Sobre a alienação de garagem, rege o artigo 1.339, parágrafo 2°, do Código
Civil: “É permitido ao condômino alienar parte acessória de sua
unidade imobiliária a outro condômino, só podendo fazê-lo a terceiro
se essa faculdade constar do ato constitutivo do condomínio, e se a ela não
se opuser a respectiva assembléia geral”. Ressalte-se que a garagem só
pode ser alienada se tiver matrícula própria no Registro de Imóveis,
independente da unidade autônoma (apartamento, loja, sala de escritório
etc.) a que corresponde.
A alienação da garagem pode ser feita, livremente, a outro condômino. A
alienação a terceiro, a pessoa estranha ao condomínio, ao que mora num
prédio vizinho, por exemplo, só está autorizada se essa faculdade
constar no ato constitutivo do condomínio, e se a ela não se opuser a
respectiva assembléia geral. Portanto, não basta que a convenção
admita a alienação da garagem a estranhos ao condomínio, sendo necessário,
ainda, que a assembléia geral seja convocada para deliberar, podendo
aprovar ou proibir que a alienação seja feita.

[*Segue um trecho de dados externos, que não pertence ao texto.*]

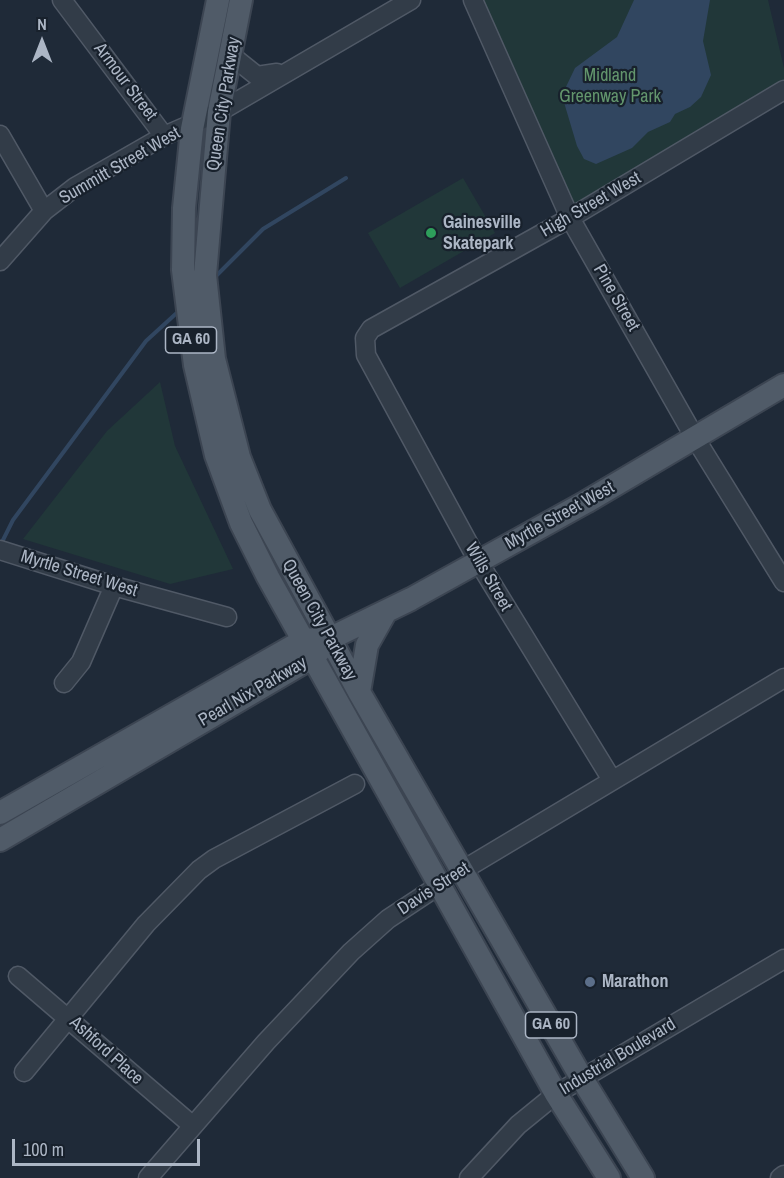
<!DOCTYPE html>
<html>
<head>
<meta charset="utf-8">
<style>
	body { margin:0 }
	#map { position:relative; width:784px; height:1178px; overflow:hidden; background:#1f2a38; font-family:"Archivo Narrow",sans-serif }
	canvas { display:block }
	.north { position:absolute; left:12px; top:12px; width:60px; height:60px; -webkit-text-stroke:4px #18212c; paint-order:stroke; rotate:0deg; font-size:16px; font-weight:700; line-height:24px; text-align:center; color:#acb6c5 }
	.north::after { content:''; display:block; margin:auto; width:21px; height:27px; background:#acb6c5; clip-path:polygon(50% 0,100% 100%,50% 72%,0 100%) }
	.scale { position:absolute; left:12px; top:1139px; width:188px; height:27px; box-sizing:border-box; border:3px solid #acb6c5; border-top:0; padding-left:8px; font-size:18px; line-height:21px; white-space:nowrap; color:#acb6c5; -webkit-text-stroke:4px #18212c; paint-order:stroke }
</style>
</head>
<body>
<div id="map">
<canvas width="784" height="1178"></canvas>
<div class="north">N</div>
<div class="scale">100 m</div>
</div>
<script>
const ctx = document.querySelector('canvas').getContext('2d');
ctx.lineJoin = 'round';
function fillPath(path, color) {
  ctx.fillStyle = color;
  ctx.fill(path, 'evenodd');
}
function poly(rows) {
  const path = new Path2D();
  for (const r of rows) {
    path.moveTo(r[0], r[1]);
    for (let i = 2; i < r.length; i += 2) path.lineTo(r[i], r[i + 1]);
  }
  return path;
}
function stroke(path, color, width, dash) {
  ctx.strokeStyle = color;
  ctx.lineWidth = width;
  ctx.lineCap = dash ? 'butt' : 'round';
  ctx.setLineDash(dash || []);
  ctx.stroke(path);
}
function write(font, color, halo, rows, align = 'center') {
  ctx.font = font + ' "Archivo Narrow",sans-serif';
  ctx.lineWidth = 4.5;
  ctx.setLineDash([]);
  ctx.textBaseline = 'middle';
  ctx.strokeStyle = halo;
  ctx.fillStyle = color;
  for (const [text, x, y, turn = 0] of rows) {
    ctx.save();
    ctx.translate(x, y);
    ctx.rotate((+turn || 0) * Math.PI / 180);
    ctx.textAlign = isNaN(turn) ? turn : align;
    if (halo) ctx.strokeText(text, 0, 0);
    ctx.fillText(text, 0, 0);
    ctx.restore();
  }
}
const green = poly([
	[480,0,768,0,784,68,784,81,571,206],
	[463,178,495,233,400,288,368,233],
	[160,382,175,446,233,569,170,584,23,539,107,431]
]);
const water = poly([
	[634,0,710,0,703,41,711,75,701,97,690,107,675,114,670,122,648,132,632,148,596,164,584,159,577,146,563,99,564,91,575,68,617,37]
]);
const stream = poly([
	[214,278,263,229,346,178],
	[1,544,13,520,146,341,180,310]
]);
const minor = poly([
	[62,0,164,136],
	[473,0,570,218,695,438,784,582],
	[232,56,257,76,277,73],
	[0,135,44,211],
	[0,261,44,211,75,187,164,136,219,112,411,0],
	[0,550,114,586,227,617],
	[64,683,81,662,114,586],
	[612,780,478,561,366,355,365,338,371,329,570,218,784,90],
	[463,870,784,678],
	[18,976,193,1126],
	[24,1072,146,924,199,870,214,859,355,784],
	[148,1178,266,1042,351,952,388,919,441,884],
	[469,1178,518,1125,556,1094,784,959],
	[780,1178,784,1175]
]);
const major = poly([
	[218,0,192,129,184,208,183,270,195,365,216,455,241,523,268,577,556,1094,609,1178],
	[241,0,219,112,205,275,214,359,239,457,260,510,359,692,581,1077,643,1178],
	[359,692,367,645,385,613],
	[0,813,304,640,331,638,411,599,586,502,784,385],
	[0,840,313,657,323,647]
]);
const markers = [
	[431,233,6,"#2e9e5b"],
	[590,982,6,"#5c6f8a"]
];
const shields = [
	[191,340,51],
	[551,1025,51]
];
const shieldNames = [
	["GA 60",191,340],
	["GA 60",551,1025]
];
const parkNames = [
	["Midland",610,76],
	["Greenway Park",610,97]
];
const streetNames = [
	["Armour Street",125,82,53],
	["Queen City Parkway",224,104,-81],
	["Summitt Street West",120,166,-30],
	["High Street West",591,205,-30],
	["Pine Street",616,298,60],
	["Myrtle Street West",560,516,-29],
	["Myrtle Street West",79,574,17],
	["Wills Street",488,577,60],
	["Queen City Parkway",319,620,61],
	["Pearl Nix Parkway",253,692,-30],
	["Davis Street",434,889,-33],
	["Ashford Place",106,1051,42],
	["Industrial Boulevard",618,1057,-31]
];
const poiNames = [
	["Gainesville",443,223],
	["Skatepark",443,244],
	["Marathon",602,982]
];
fillPath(green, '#213739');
fillPath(water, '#314660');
stroke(stream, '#314660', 4);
stroke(minor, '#505966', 21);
stroke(major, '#3c4552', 26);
stroke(minor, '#323c48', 18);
stroke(major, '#505b68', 22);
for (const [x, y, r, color] of markers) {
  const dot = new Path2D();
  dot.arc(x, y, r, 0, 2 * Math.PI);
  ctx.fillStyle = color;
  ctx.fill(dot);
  stroke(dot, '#18212c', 2);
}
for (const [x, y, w] of shields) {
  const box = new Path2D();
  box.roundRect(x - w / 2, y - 13, w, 26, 4.5);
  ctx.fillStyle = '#18212c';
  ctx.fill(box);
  stroke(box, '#acb6c5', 1.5);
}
write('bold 16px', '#acb6c5', null, shieldNames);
write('18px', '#63966d', '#18212c', parkNames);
write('18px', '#acb6c5', '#18212c', streetNames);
write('bold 18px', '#acb6c5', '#18212c', poiNames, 'left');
</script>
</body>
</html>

Embora o artigo 1.339, parágrafo 2°, seja omisso – e o Código Civil
devia ter regulado melhor e muito melhor esta angustiante questão das
garagens nos edifícios, fonte de permanente conflito e divergência –,
entendo que há o direito de preferência dos demais condôminos, na hipótese
de um deles desejar alienar a vaga de garagem, e isto decorre das regras
gerais do condomínio.
“Aqui pra nós”, como dizia o saudoso Edgar Proença, admitir que um
estranho, como inquilino ou dono da vaga, ingresse na garagem do edifício,
onde não habita, não vive, não mora, a qualquer hora do dia ou da
noite, é um fator de grande risco, mais um elemento de confusão e de
discórdias no seio do condomínio. Se adianta aconselhar, sugiro que
sejam modificadas as convenções dos condomínios, e que se faça a
proibição, pura e simplesmente, em qualquer caso, de aluguel ou de
alienação de garagem no prédio a quem for estranho ao condomínio.
Prevenir é melhor do que remediar. E estando escrita a proibição,
“vale o escrito”, como no jogo do bicho, uma das mais poderosas
instituições nacionais, por incrível que pareça.